そして、肝心の職業に就くための手続きは、職業統括へ行って何の仕事をするか、閲覧室と呼ばれる場所で就きたい職業を選んで、スクロールに書いて、血の判をペシッって押して完了!
就いた職業が大人数で纏める機関があるものだったら、その機関へ行って登録すれば晴れてお仲間入りとなるの!!
――――そんな訳で、これからいくわ!――――
初めて来た職業統括は宮殿かと思うくらい大きい。
レンガ造りのような建物で作るのにどれくらい掛かるのか想像も付かないくらいだ。その大きさに相応しく、人の出入りも激しい。
皆んなもきっとやりたい事があるんだろうなぁ。
と勝手に想像しながら、わたしも中に入ってみる。入って直ぐの所に案内板があり、各フロアに何があるのか書いてある。
どうやら、3階建みたい。
それによると、1階がメインフロアで職業の登録所と閲覧室、就職所がある。「わたしの今日の目的はここね」
2階がこな職業統括の内務をする所で3階が統括長など偉そうな人たちの部屋や応接室、会議室などがあるみたい。
わたしには2階3階は行くことはないわね。
さーて、いってみよーか。
案内板に沿って、就職所へ向かうと…とても長い行列が。
これに並ぶのか…
長蛇の列にげんなりしつつも、気を取り直して待つ事にしたわたし。少しその列に並ぶ人達を観察してみる。

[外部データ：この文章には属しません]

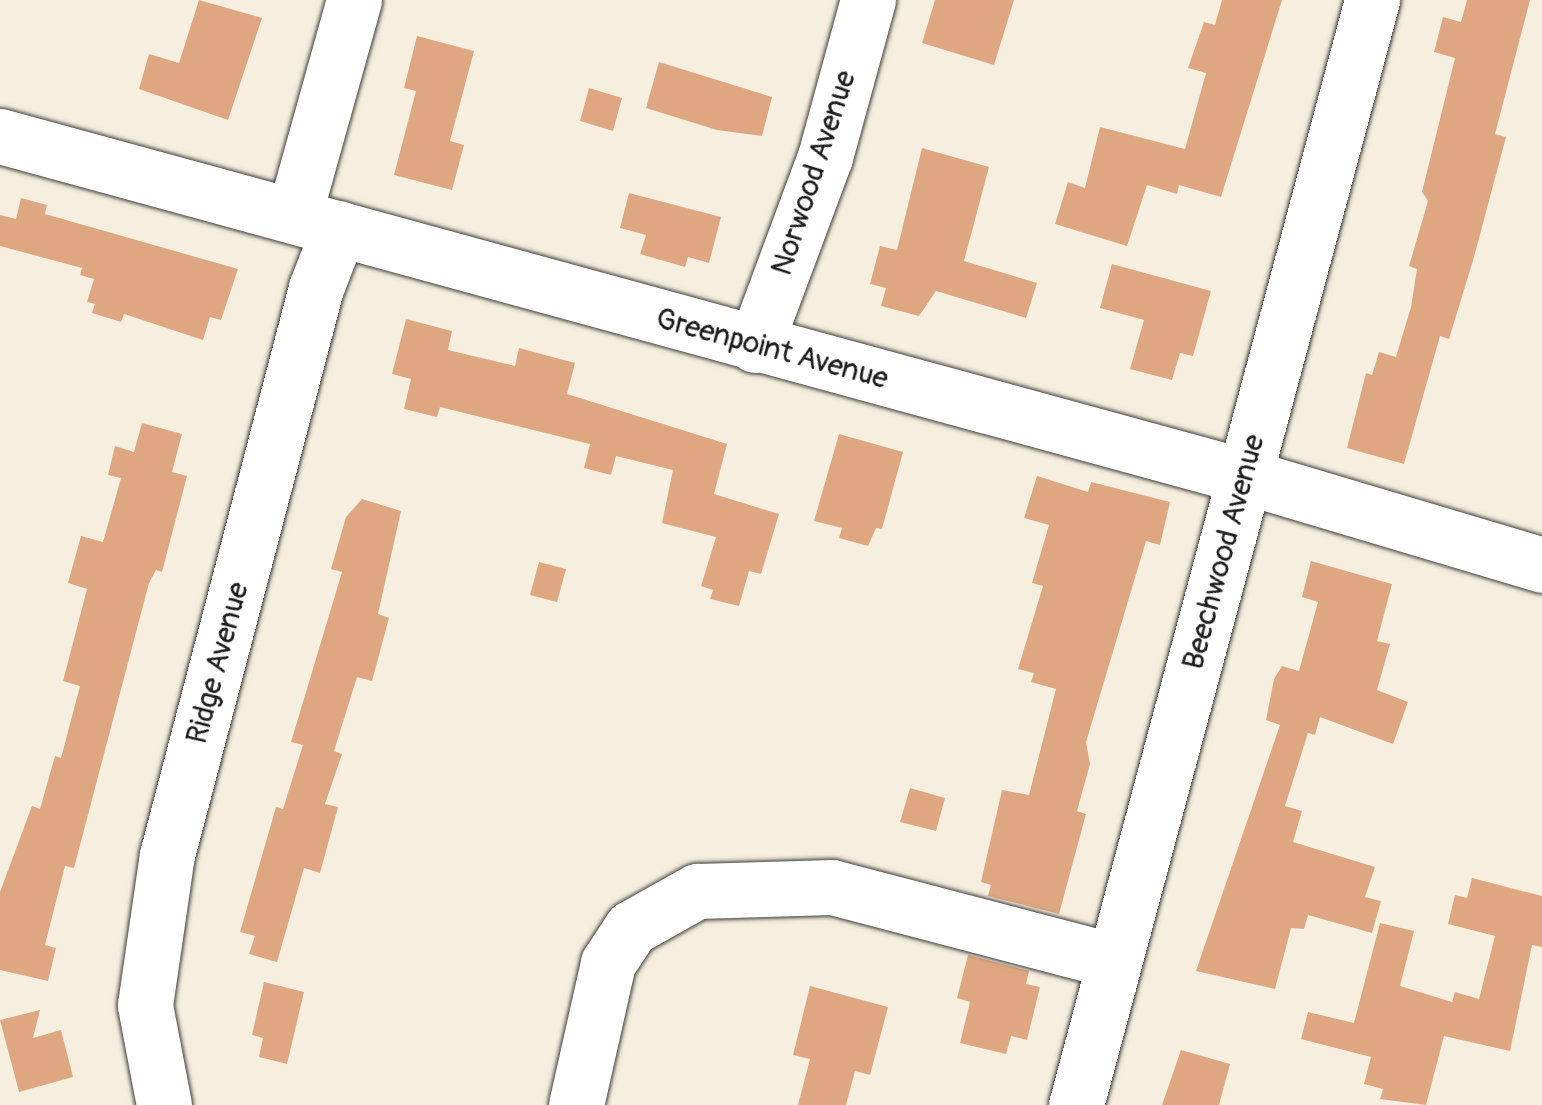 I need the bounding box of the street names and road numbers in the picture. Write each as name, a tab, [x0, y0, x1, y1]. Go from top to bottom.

わたしと同い年くらいの人達が一番多いようだけど、おじさんと呼んでも差し支え無さそうな歳の人も並んでいる。それらの人達の表情は明るい。まぁ、中には「前の仕事で失敗したから転職します。」と声に出そうな人もいるけど、それはどこの世界でも同じだろう。それに、何か裏で悪さをしてそうな目つきの悪い人や、表情の怖い人もいる。あそこの、全身真っ暗の服装の若い人、いかにもってかんじ。。
偏見はいけないけど、心の中で思うくらいだから
いいよね?
そうして、人間観察をしてたらようやくわたしの順番になった。満を辞して「運び屋」と書いて登録完了!!
ムフフ。ついになりましたわ。運び屋に。
叫び出したい衝動を抑えて、あくまでもクールに職業統括を後にするわたし。内心お祭り状態なのはここだけのお話で。とりあえず、心を落ち着けるためお茶処に入る。
やっぱり落ち着ける時はお茶でしょ。
そうして、先に案内されて座って注文する。頼んだのはコーヒーだ。コーヒーを待つ間、さっき登録した時に貰った、運び屋の腕章を出して眺めてみる。その腕章には真ん中の所に白い紙のような物が貼ってあってそこに運び屋の紋章が描かれている。その上の淵のところに「運び屋の」と書いてある。紋章の下にはその職業のランクが書いてあって、ランクは星の数で決まる。わたしはなったばかりなので星一つだ。
このランクはどんな難易度をどれだけやったかで決まるの。仕事を受けた時に依頼書を依頼主から貰って、終えたららその依頼書にサインを貰う仕組みだ。誰にサインを貰えばいいのかは依頼主が決める。そうしてサインを貰った依頼書を、色々な所に置いてある報告ボックスに投函すれば報告出来ことになる。そのボックスは置いてある国の職業統括に自動で転送されるみたい。それら全ての仕組みは魔術で組み上げられたものだって、村の隣のお爺さんが言ってた。
ムフフ。遂になった!なってしまった!折角だから
ちょっとどんな仕事があるか見てみよう。
仕事を受ける方法は職業によって様々だ。運び屋は運搬協会というのが色んな所にあって、そこに依頼板がある。それに色々貼り出されてるみたい。
早速ここアーガンスの協会へ行ってみる。
運び屋は中には危険な依頼もあるため、護衛に傭兵や騎士などを雇う事も多いみたい。
やっぱり命あってこそだもんね。
その為、運び屋の協会の近くにそれらの護衛役を雇える派出所も備えられてる。ここアーガンスは同じ建物の中にあり、2階がその場所にあたる。もちろんお金のない今のわたしは雇えません。だから、暫くは牛や手紙、贈り物など安全なやつから慣らすつもりなんだ。
ではでは、お待ちかね案内板へ突撃しましょう。